Tiga Bulan Menanti Kepastian, Efran Siapkan Laporan ke Gubernur Bengkulu dan BKN Jika Kasus Tak Ditindaklanjuti

Kaur – Efran, warga Kabupaten Seluma, mengaku hingga kini belum menerima kepastian atas laporannya terkait dugaan perselingkuhan yang melibatkan istrinya berinisial FT, seorang Aparatur Sipil Negara (ASN) di lingkungan Pemerintah Kabupaten Kaur, dengan seorang oknum Calon Pegawai Negeri Sipil (CPNS) berinisial NU.
Lebih dari tiga bulan sejak laporan tersebut disampaikan, Efran mengatakan belum memperoleh informasi mengenai hasil pemeriksaan maupun tindak lanjut dari Pemerintah Kabupaten Kaur.
Menurut Efran, pada Juli 2026 lalu ia sempat mendatangi Inspektorat Kabupaten Kaur untuk mempertanyakan perkembangan laporannya. Saat itu, ia mendapat penjelasan bahwa berkas penanganan kasus telah dilimpahkan ke Badan Kepegawaian dan Pengembangan Sumber Daya Manusia (BKPSDM) Kabupaten Kaur.
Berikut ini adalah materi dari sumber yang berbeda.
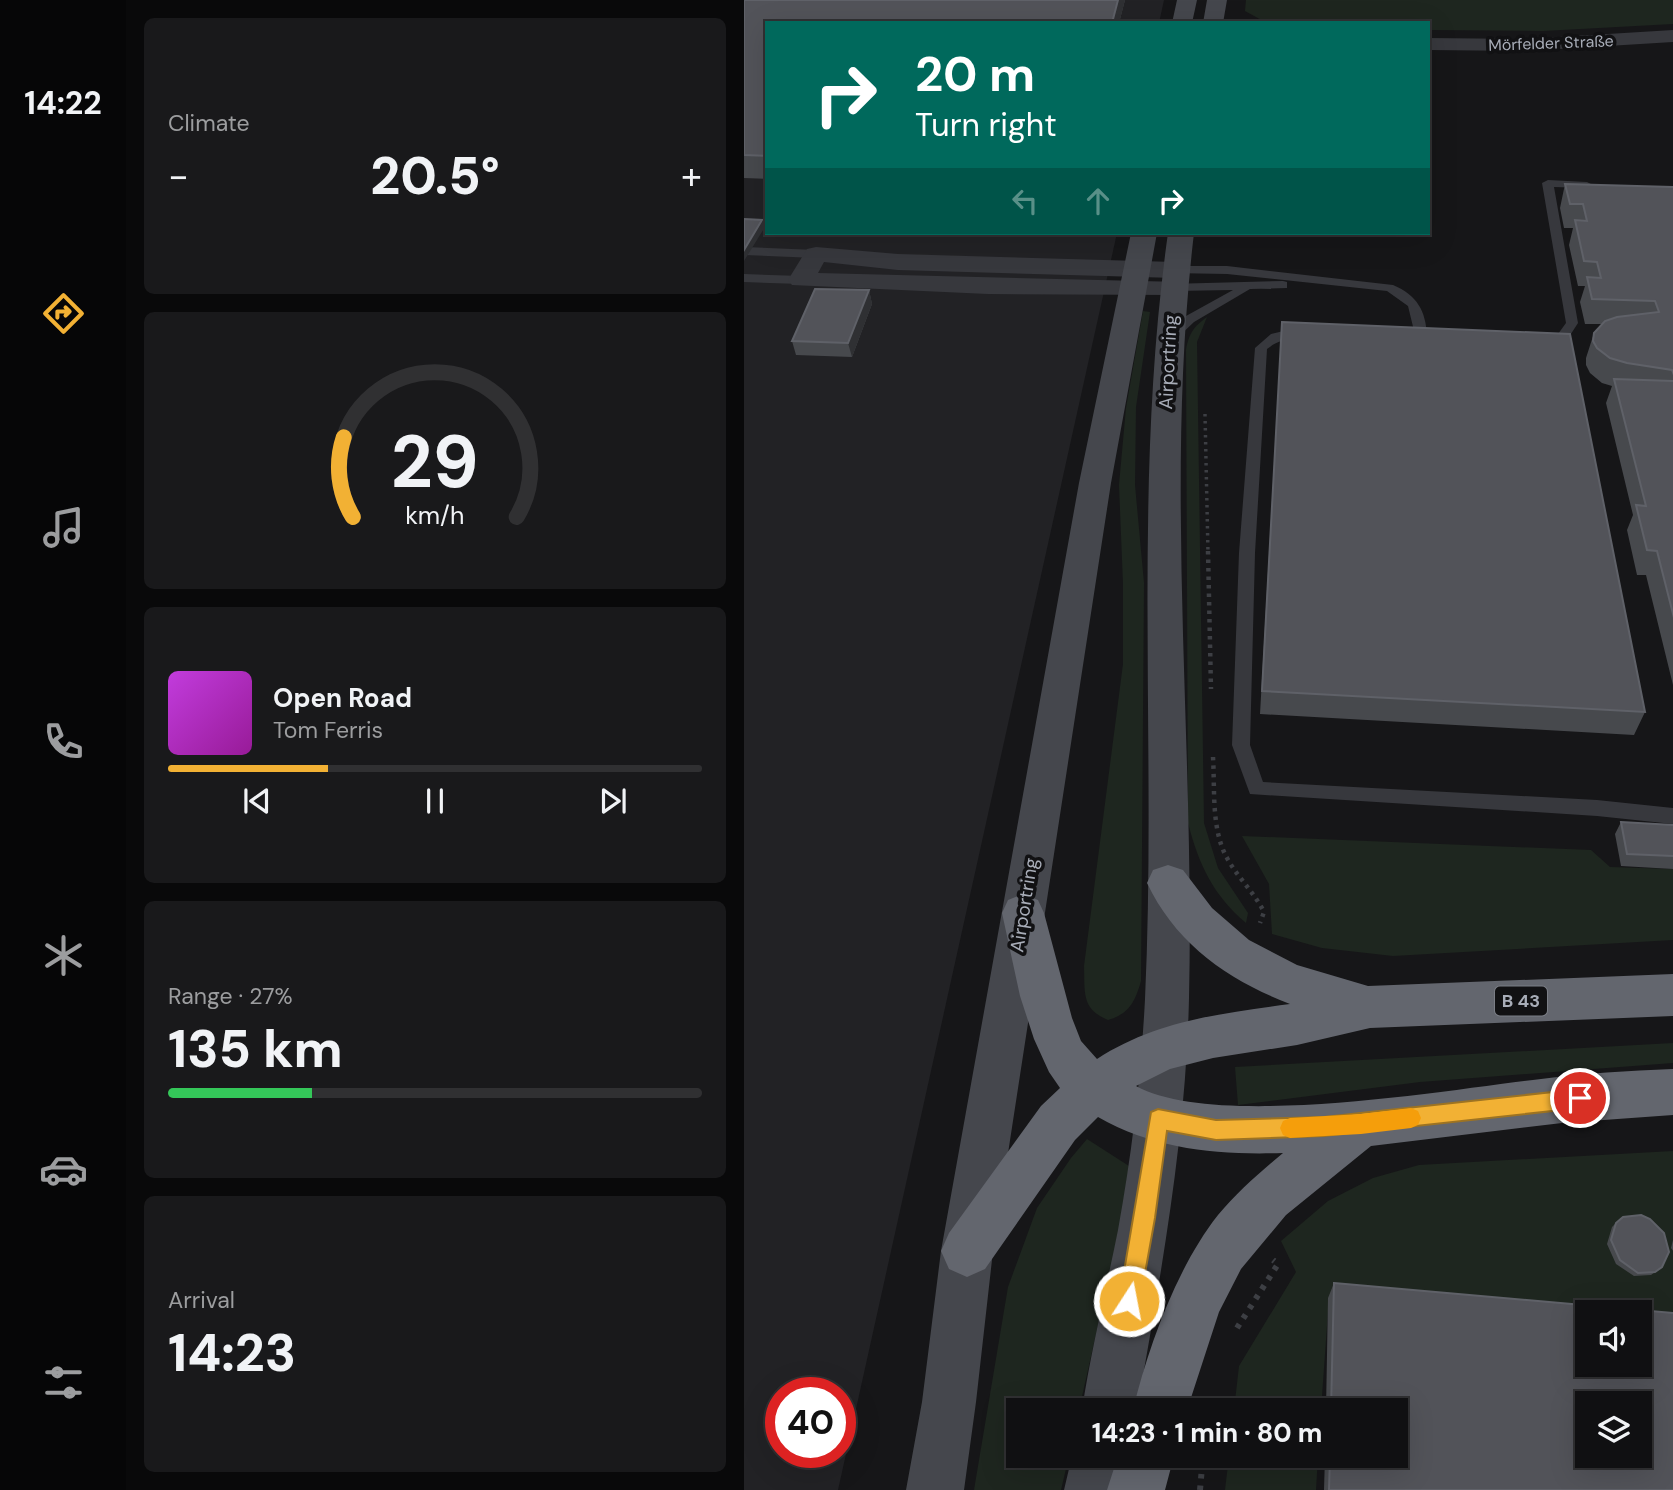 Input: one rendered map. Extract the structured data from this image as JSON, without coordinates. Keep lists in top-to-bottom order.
{
  "streets": {
    "highway": ["B 43"],
    "street": ["Mörfelder Straße", "Airportring"]
  },
  "crossings": [
    ["Airportring", "B 43"]
  ],
  "page": {
    "tabs": "14:22",
    "tile": [
      "Climate",
      ["Range · 27%", "135 km"],
      ["Arrival", "14:23"]
    ],
    "turn": ["20 m", "Turn right"],
    "heat": ["−", "20.5°", "+"],
    "song": ["Open Road", "Tom Ferris"],
    "limit": "40",
    "trip": "14:23 · 1 min · 80 m",
    "gauge": ["29", "km/h"]
  }
} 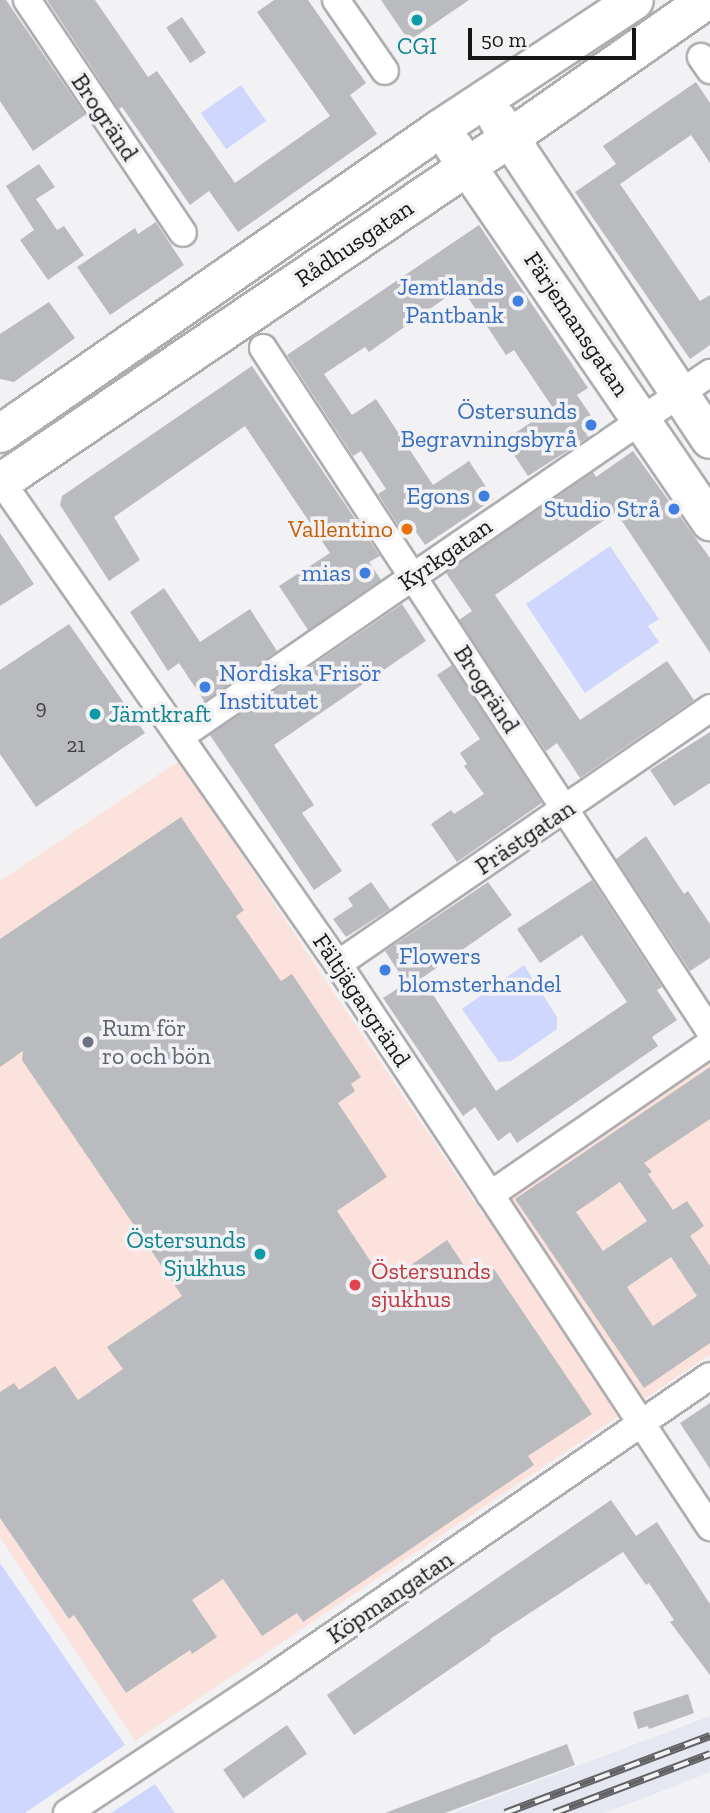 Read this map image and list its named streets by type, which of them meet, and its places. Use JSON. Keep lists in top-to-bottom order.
{
  "streets": {
    "main road": ["Rådhusgatan", "Färjemansgatan"],
    "street": [
      "Brogränd",
      "Kyrkgatan",
      "Prästgatan",
      "Fältjägargränd",
      "Köpmangatan"
    ]
  },
  "crossings": [
    ["Brogränd", "Kyrkgatan"],
    ["Brogränd", "Prästgatan"],
    ["Rådhusgatan", "Färjemansgatan"],
    ["Rådhusgatan", "Fältjägargränd"],
    ["Färjemansgatan", "Kyrkgatan"],
    ["Kyrkgatan", "Fältjägargränd"],
    ["Prästgatan", "Fältjägargränd"],
    ["Fältjägargränd", "Köpmangatan"]
  ],
  "places": [
    "CGI",
    "Jemtlands Pantbank",
    "Östersunds Begravningsbyrå",
    "Egons",
    "Studio Strå",
    "Vallentino",
    "mias",
    "Nordiska Frisör Institutet",
    "Jämtkraft",
    "Flowers blomsterhandel",
    "Rum för ro och bön",
    "Östersunds Sjukhus",
    "Östersunds sjukhus"
  ],
  "house_numbers": ["9", "21"],
  "scale_bar": "50 m"
}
Namun, hingga kini ia mengaku belum pernah menerima pemberitahuan resmi terkait perkembangan maupun hasil pemeriksaan.
“Sudah tiga bulan lebih kasus saya sejak melapor belum ada hasilnya sampai sekarang. Bulan Juli kemarin saya sempat datang ke Inspektorat Kaur, katanya sudah dilimpahkan ke BKPSDM Kaur. Tapi saya tidak tahu lagi bagaimana karena saya tidak pernah dikabari perkembangan laporan saya,” ujar Efran, Selasa (4/8/2026).
Efran menegaskan telah menyerahkan seluruh bukti yang dimilikinya kepada pihak berwenang. Menurutnya, laporan tersebut dibuat karena dirinya merasa dirugikan sebagai suami.
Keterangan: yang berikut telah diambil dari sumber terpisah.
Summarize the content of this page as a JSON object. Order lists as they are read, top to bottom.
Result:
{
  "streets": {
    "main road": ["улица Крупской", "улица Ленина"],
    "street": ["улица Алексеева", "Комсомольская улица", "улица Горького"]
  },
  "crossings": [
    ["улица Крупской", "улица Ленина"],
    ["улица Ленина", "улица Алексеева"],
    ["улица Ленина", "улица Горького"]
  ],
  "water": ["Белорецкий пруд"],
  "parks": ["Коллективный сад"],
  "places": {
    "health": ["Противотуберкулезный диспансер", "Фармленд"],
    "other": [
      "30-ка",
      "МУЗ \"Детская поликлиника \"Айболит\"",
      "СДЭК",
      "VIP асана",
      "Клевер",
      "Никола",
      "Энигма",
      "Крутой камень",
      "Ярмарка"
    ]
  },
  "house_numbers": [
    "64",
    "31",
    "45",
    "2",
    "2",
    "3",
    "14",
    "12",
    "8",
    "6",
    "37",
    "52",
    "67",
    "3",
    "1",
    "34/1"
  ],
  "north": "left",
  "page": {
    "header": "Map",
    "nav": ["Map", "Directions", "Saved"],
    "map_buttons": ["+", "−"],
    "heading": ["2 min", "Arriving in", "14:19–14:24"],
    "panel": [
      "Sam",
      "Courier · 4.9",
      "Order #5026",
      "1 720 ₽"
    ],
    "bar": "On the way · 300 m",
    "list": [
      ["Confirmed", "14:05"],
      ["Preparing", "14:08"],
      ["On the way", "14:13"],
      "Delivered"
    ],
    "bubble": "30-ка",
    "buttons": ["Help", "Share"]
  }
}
“Bukti sudah saya sampaikan. Dugaan perselingkuhan istri saya ini saya yang merasakan dikhianati. Kalau tidak selingkuh, untuk apa saya melapor. Selama ini hubungan kami baik-baik saja,” katanya.
Meski demikian, Efran mengaku masih memberikan kepercayaan kepada Pemerintah Kabupaten Kaur untuk menyelesaikan proses pemeriksaan secara objektif dan sesuai ketentuan yang berlaku.
Namun, apabila dalam waktu dekat belum ada kejelasan ataupun sanksi terhadap pihak yang dilaporkan, ia menyatakan akan menempuh langkah lanjutan dengan menyampaikan laporan ke instansi yang lebih tinggi.
“Dalam waktu dekat, kalau memang tidak ada sanksi ataupun tindak lanjut laporan saya, saya sudah menyiapkan laporan ke Gubernur Bengkulu, Inspektorat Provinsi, dan BKN langsung. Saya percaya kepada Pemerintah Kabupaten Kaur, namun saya sangat butuh keadilan,” tegasnya.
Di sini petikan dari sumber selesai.